• Required action:
Print every entry exactly as it appears, but skip the pictures.

• Exercise inputs:

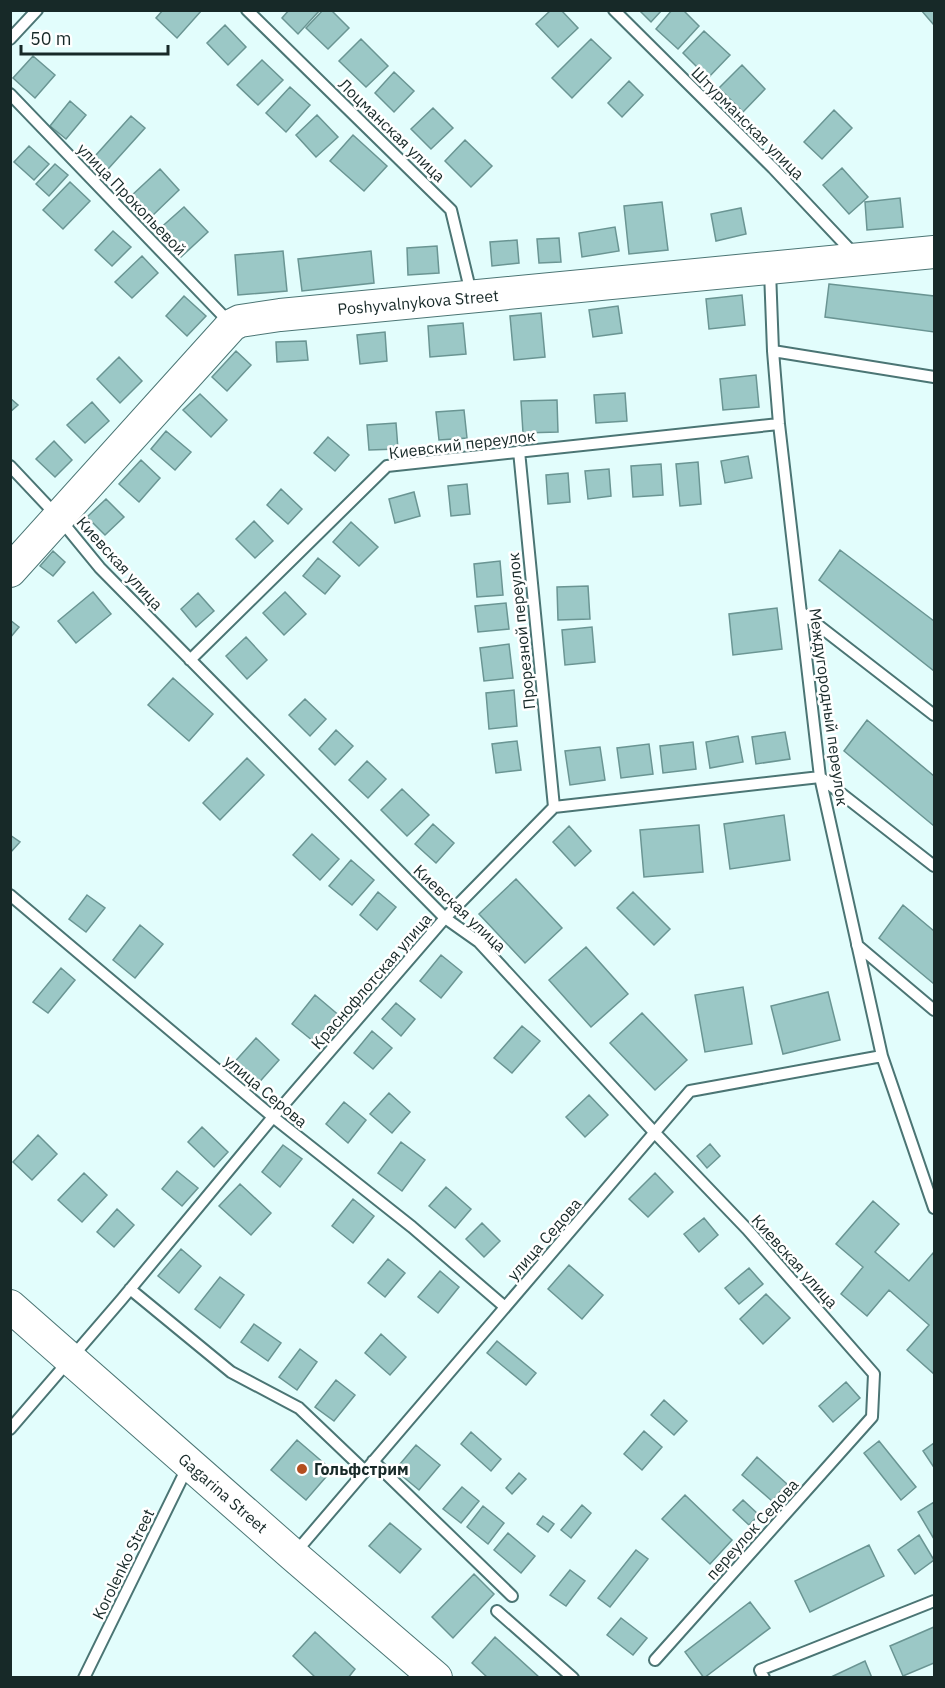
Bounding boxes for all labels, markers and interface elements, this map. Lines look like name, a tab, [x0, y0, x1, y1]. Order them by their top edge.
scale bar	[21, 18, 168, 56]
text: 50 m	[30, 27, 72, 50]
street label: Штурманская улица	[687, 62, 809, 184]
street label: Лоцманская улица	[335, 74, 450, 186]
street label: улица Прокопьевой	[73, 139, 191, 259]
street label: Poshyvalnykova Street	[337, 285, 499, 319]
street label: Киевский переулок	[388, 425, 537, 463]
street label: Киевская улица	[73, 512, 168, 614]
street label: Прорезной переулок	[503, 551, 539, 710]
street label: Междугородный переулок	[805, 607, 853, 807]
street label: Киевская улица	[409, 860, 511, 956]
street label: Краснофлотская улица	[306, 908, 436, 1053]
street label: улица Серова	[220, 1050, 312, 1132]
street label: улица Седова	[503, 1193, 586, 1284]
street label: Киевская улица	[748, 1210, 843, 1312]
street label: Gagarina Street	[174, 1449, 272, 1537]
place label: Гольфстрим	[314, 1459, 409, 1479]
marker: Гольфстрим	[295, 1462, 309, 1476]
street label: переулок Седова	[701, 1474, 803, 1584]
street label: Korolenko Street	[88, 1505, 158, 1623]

• Your response:
Bounding boxes for all labels, markers and interface elements, this map. Lines look like name, a tab, [x0, y0, x1, y1]. Order them by their top edge.
scale bar	[21, 18, 168, 56]
text: 50 m	[30, 27, 72, 50]
street label: Штурманская улица	[687, 62, 809, 184]
street label: Лоцманская улица	[335, 74, 450, 186]
street label: улица Прокопьевой	[73, 139, 191, 259]
street label: Poshyvalnykova Street	[337, 285, 499, 319]
street label: Киевский переулок	[388, 425, 537, 463]
street label: Киевская улица	[73, 512, 168, 614]
street label: Прорезной переулок	[503, 551, 539, 710]
street label: Междугородный переулок	[805, 607, 853, 807]
street label: Киевская улица	[409, 860, 511, 956]
street label: Краснофлотская улица	[306, 908, 436, 1053]
street label: улица Серова	[220, 1050, 312, 1132]
street label: улица Седова	[503, 1193, 586, 1284]
street label: Киевская улица	[748, 1210, 843, 1312]
street label: Gagarina Street	[174, 1449, 272, 1537]
place label: Гольфстрим	[314, 1459, 409, 1479]
marker: Гольфстрим	[295, 1462, 309, 1476]
street label: переулок Седова	[701, 1474, 803, 1584]
street label: Korolenko Street	[88, 1505, 158, 1623]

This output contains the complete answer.